I won’t go into bitchy, years-old details about the job that kept me working seven days a week at odd late hours for a bit of money and a lot of shame at any sign you weren’t having the time of your life. I hated that place. That comes in later.
I got a Facebook friend request from the tiger-headed woman. I clicked yes and didn’t think much of it. I didn’t know at the time she would become my roommate for two years.
Aside from the tiger head and the polar bear wizard, another key player in this story was the shitty job. It got worse, I got worse and in the middle of a meeting about my performance, I quit. I felt the words spill out of my mouth, followed by a deep sense of peace. This was right. I had lunch with a friend after the meeting and immediately started planning my new life.

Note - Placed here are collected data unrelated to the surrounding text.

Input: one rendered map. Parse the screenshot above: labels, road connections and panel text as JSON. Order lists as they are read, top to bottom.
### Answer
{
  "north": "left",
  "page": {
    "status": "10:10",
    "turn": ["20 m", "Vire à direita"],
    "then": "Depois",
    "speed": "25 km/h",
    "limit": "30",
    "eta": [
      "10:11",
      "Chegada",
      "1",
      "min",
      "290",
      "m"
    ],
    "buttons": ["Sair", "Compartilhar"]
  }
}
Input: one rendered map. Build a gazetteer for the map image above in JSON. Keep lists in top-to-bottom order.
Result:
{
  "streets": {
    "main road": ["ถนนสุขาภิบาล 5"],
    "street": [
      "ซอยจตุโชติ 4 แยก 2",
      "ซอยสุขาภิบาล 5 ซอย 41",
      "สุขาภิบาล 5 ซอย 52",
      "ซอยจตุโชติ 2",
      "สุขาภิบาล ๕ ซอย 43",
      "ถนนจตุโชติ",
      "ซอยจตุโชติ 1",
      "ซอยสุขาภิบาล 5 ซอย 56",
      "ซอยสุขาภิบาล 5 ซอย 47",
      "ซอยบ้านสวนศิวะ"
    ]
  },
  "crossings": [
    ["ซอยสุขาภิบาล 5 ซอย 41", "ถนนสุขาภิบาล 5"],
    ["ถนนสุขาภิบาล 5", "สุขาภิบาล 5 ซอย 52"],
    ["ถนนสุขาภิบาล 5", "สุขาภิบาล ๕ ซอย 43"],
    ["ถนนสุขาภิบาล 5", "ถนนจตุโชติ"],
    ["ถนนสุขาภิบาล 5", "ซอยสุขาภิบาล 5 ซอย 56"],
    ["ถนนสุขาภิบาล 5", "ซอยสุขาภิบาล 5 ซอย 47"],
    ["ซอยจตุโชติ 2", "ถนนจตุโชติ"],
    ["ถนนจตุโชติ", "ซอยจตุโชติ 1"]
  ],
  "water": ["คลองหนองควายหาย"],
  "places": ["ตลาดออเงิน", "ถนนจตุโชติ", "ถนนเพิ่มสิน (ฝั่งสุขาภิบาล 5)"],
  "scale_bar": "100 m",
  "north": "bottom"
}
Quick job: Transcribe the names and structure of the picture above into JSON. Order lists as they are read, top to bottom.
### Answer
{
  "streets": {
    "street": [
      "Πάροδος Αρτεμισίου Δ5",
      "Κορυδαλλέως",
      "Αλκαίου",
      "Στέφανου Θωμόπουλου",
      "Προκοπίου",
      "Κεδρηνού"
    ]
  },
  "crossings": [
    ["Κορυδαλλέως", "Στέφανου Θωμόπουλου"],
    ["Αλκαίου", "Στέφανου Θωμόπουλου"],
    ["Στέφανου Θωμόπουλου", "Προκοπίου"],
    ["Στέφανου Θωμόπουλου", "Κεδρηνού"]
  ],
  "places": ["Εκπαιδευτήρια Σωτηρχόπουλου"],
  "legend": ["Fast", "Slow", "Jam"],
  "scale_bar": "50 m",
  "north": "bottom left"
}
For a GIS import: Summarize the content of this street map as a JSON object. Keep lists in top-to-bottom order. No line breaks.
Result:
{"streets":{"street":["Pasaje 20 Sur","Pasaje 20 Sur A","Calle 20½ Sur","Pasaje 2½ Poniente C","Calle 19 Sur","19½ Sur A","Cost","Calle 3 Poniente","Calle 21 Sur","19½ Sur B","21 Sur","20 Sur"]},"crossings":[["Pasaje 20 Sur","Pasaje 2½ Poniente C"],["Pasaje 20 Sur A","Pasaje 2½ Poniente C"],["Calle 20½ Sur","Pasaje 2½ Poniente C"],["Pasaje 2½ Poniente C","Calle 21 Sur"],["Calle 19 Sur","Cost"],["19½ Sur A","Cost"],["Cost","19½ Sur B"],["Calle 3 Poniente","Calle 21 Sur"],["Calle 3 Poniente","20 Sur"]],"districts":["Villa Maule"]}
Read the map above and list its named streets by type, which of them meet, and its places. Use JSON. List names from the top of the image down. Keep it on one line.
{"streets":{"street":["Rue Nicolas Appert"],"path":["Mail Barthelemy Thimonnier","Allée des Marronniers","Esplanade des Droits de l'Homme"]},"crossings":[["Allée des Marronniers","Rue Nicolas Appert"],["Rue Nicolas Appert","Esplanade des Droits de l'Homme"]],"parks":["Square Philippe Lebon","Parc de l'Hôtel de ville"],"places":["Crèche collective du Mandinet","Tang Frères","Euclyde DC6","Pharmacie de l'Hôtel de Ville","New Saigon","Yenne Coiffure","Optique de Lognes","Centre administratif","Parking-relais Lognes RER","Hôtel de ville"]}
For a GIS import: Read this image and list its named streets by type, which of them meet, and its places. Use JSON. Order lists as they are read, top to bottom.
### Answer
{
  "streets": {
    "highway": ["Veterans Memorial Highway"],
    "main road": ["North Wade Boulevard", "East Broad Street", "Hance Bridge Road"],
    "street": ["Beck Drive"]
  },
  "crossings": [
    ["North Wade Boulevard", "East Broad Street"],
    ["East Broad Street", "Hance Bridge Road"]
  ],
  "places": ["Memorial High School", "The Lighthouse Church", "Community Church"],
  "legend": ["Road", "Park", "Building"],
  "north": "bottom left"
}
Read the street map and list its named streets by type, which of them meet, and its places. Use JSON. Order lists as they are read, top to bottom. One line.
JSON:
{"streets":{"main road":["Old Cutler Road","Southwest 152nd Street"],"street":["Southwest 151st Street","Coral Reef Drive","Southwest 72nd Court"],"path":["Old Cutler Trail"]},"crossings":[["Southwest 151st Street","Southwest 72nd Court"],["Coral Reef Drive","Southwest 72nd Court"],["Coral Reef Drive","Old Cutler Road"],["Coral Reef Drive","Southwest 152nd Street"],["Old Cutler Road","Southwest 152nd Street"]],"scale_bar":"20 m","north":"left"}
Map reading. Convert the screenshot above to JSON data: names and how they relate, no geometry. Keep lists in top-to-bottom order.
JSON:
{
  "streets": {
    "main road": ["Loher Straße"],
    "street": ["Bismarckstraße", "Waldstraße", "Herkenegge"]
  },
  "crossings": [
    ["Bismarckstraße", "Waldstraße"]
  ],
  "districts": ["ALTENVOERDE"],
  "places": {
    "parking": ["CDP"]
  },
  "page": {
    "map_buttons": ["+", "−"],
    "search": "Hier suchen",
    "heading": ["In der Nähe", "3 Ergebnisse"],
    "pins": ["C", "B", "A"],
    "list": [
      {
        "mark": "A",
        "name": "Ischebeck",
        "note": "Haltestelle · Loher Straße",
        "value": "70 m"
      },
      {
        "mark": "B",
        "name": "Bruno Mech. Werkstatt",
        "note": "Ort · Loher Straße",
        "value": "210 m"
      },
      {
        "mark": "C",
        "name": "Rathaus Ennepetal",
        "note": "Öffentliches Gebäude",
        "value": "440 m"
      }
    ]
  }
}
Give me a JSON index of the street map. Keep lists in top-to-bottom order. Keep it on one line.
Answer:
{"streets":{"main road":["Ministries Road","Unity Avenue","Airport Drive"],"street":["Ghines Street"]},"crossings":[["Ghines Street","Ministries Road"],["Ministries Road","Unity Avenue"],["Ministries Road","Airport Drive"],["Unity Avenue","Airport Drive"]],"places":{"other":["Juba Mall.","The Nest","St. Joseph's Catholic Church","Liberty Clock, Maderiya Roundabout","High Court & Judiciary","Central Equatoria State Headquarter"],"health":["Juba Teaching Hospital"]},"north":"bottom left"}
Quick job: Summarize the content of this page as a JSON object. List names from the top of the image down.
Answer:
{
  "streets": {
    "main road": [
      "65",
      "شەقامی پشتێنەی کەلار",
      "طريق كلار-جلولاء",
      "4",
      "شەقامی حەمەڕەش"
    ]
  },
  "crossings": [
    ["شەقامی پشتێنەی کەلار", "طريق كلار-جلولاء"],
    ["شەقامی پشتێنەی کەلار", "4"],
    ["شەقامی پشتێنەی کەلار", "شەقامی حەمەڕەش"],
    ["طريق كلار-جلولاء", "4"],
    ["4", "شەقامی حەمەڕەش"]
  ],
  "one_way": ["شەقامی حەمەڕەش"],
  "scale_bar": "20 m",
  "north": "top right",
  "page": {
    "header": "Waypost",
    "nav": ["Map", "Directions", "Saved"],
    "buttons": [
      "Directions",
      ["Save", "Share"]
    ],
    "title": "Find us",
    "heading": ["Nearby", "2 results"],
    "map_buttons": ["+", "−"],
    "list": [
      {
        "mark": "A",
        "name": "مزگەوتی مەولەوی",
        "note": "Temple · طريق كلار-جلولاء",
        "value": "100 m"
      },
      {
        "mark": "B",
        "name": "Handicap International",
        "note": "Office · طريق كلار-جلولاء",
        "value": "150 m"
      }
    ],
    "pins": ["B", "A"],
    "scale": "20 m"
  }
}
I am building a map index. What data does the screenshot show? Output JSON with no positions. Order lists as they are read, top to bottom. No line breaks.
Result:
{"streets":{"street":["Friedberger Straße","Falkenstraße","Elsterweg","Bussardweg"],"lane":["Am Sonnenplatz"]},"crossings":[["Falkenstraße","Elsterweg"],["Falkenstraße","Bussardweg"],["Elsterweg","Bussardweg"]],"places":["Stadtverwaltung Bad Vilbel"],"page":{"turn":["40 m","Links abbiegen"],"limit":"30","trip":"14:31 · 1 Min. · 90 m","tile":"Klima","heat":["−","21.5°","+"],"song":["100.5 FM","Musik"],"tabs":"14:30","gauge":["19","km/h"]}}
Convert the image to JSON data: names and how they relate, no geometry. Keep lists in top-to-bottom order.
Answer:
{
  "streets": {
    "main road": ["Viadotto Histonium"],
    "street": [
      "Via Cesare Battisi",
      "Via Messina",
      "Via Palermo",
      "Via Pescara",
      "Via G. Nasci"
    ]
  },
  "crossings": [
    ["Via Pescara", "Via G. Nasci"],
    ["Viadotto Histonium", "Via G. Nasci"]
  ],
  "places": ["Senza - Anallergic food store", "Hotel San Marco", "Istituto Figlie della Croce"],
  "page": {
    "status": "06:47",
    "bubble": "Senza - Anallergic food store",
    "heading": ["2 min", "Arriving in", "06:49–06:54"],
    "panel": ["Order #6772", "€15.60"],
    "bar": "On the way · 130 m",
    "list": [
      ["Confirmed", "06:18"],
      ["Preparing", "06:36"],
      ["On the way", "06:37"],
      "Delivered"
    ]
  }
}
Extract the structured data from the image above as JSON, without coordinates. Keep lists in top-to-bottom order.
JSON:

A couple days later, I even went Facebook public about the quitting but more advertising the fact I was going to move back to Chicago.
Then I got a Facebook message from the tiger-headed woman. She wanted to be roommates.
After the obligatory jokes about one or both of us being serial killers, I started to consider it. After all, my decisions based on reason and logic had landed me in the job I nicknamed Coming Darkness. Maybe it was time to just spin the wheel, see where it landed.
We met for coffee at a Caribou in the suburbs. I noticed she brought her own silverware rather than use disposable plastic ones. Huge environmentalist, that one. The silverware sold me.
We talked for a long time. She was a copy editor at a daily on the Indiana side of the border. She was looking for her own reinvention, her own spin of the wheel. We had similar budgets and lifestyle requirements, but more than that, we got along. I could tell she was a good person. That goes a long way with me.
Then we moved in. Spun the wheel. This was followed by two years of roommate stuff, of bills and rent checks, of struggling with that damn toilet, of late-night bourbon in the back yard, of midnight conversations about life, the future and Joss Whedon’s “Firefly.”
My plan to get a new life worked better than I expected. Over two years, through some setbacks and an annoying amount of invoicing for freelance work, I muddled out a nice job, this site and a girl. As for that girl, I’m sitting in our new apartment right now.
We’re still in the process of setting up house. The pictures are leaning on the walls where they’ll someday hang. I’m living out of cardboard boxes and I still have to get my furniture from the old place, the one where I spent two years living with a stranger I met at a student film shoot.
It’s not a goodbye to my friend, just a goodbye to that time of my life. It was two years of roommate stuff, late-night talks and a dear friendship with the tiger-headed woman.